A few days ago, I had a bad day. The stress of the previous few months finally got to me, and I just broke down. I was upset for so many reasons, but one thing really got to me: the guilt.
I’ve been feeling a lot of guilt lately. Guilt that I’m not working hard enough at my job and not putting in enough hours. Guilt that I’m not spending enough time with my kids during the day and doing Pinteresty crafts or preschool lessons; instead, I’m working and ignoring them. Guilt that I’m living so far from my parents and unable to help them out. And guilt that I’m feeling this way. After all, when there are so many people who have it worse than me right now, I should be feeling grateful, not guilty!
I texted my husband and a few friends and told him that I wasn’t sure how I was going to keep this up. How was I going to continue working full-time, with a husband also working full-time in a demanding, client-facing job, PLUS taking care of two kids under the age of 4? And if I’m feeling this way, what is it like for parents who are not as privileged as we are?

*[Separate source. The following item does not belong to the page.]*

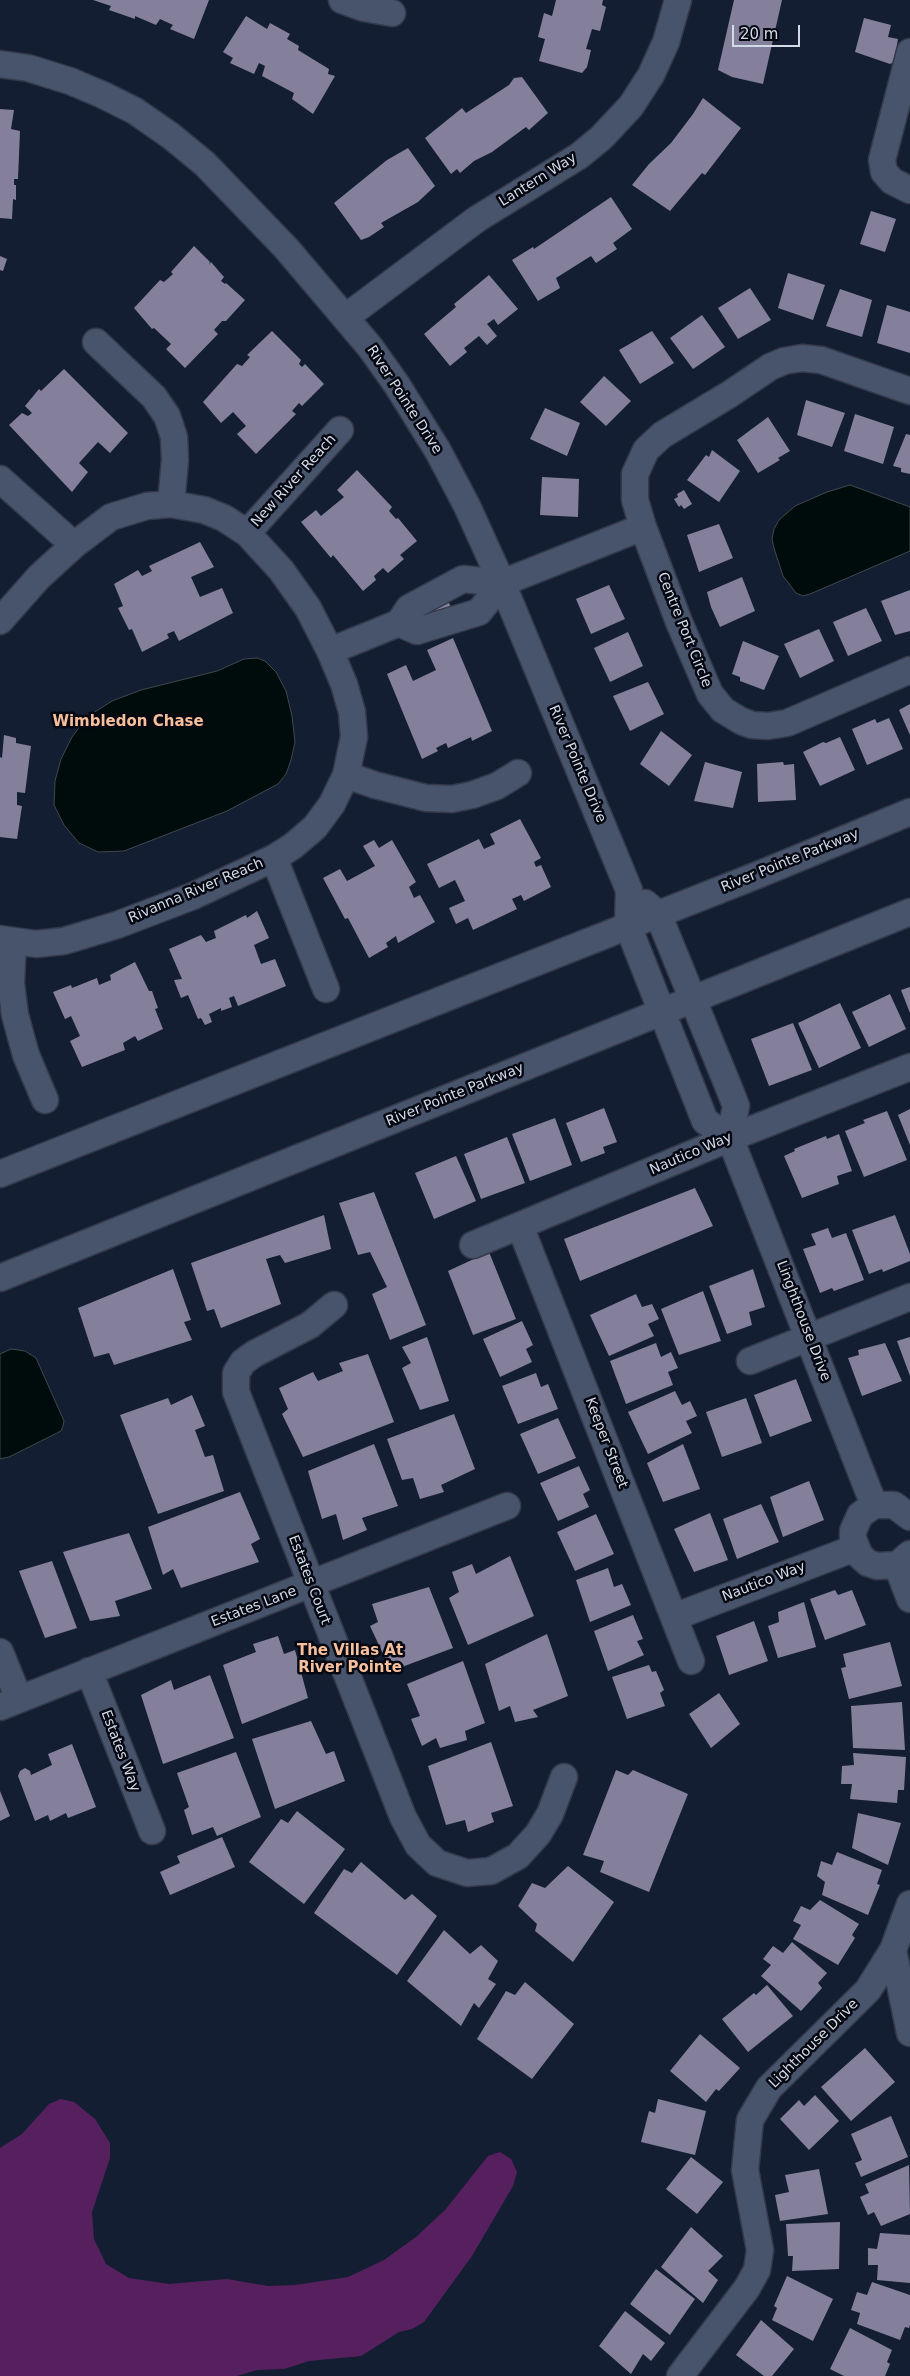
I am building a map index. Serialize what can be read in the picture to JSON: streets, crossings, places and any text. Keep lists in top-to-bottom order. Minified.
{"streets":{"street":["Lantern Way","River Pointe Drive","New River Reach","Centre Port Circle","River Pointe Parkway","Rivanna River Reach","Nautico Way","Linghthouse Drive","Keeper Street","Estates Court","Estates Lane","Estates Way","Lighthouse Drive"]},"crossings":[["Lantern Way","River Pointe Drive"],["River Pointe Drive","River Pointe Parkway"],["New River Reach","Rivanna River Reach"],["Nautico Way","Linghthouse Drive"],["Nautico Way","Keeper Street"],["Estates Court","Estates Lane"],["Estates Lane","Estates Way"]],"districts":["Wimbledon Chase","The Villas At River Pointe"],"scale_bar":"20 m"}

I know this is a sentiment that many parents must be feeling right now. If you’re having a difficult time, please know you are not alone. It’s not easy. It’s okay for us to not feel okay every day. So many of us are having a hard time. And while each day will be different — some days will be easier than others — on the days you’re feeling down, here are three things to keep in mind.
Warning: this is not your average tip sheet. There will be no: Make a schedule on a white board. Change activities hour by hour. Wake up 15 minutes early and do a breathing exercise before starting your day. Plan interactive meals. While those lists may be great for some (kudos to my mom friends who are rocking these right now), these do not address an important issue — how we’re really feeling.
Additional note: I can’t take credit for these words of wisdom, they’re from my family and friends who I’m so glad I texted.
On the days you’re feeling guilty that you’re not spending enough quality time with your kids.
Advice from my husband: No, you may not be doing a new activity every hour and planning lessons for each day. But you’re spending more time right now with your family than you have over the past year. You’re eating meals with them, putting them down for naps, getting them ready in the morning. You’re not rushing out the door, missing breakfast or dinner because you’re heading to an early meeting or working late. The kids will remember that — that you were there.
On the days you’re feeling bad for feeling down because you know that you are lucky considering everything going on.
From my best friend, Melissa, another working mom: Don’t feel bad about feeling guilty. Allow yourself to feel what you feel. Your circumstances are yours — if you’re feeling like it’s hard, it’s because it is! Take a few minutes, feel what you feel, and then give yourself a reality check and give thanks. (In the words of Lisa Loeb in this children’s song, “Guess what? It’s okay. Go on and feel what you feel today.”)
On the days when it feels like you’re failing at everything:
From my friend, Cuoghi, a doctor: You’re doing the impossible right now. Remember you aren’t just working from home. But working from home with kids. During an international pandemic.
Cut yourself some slack!
Oh yeah, and one more thing to remind yourself (from me):
You are not alone. YOU ARE DOING A GREAT JOB. Just please stop hoarding toilet paper.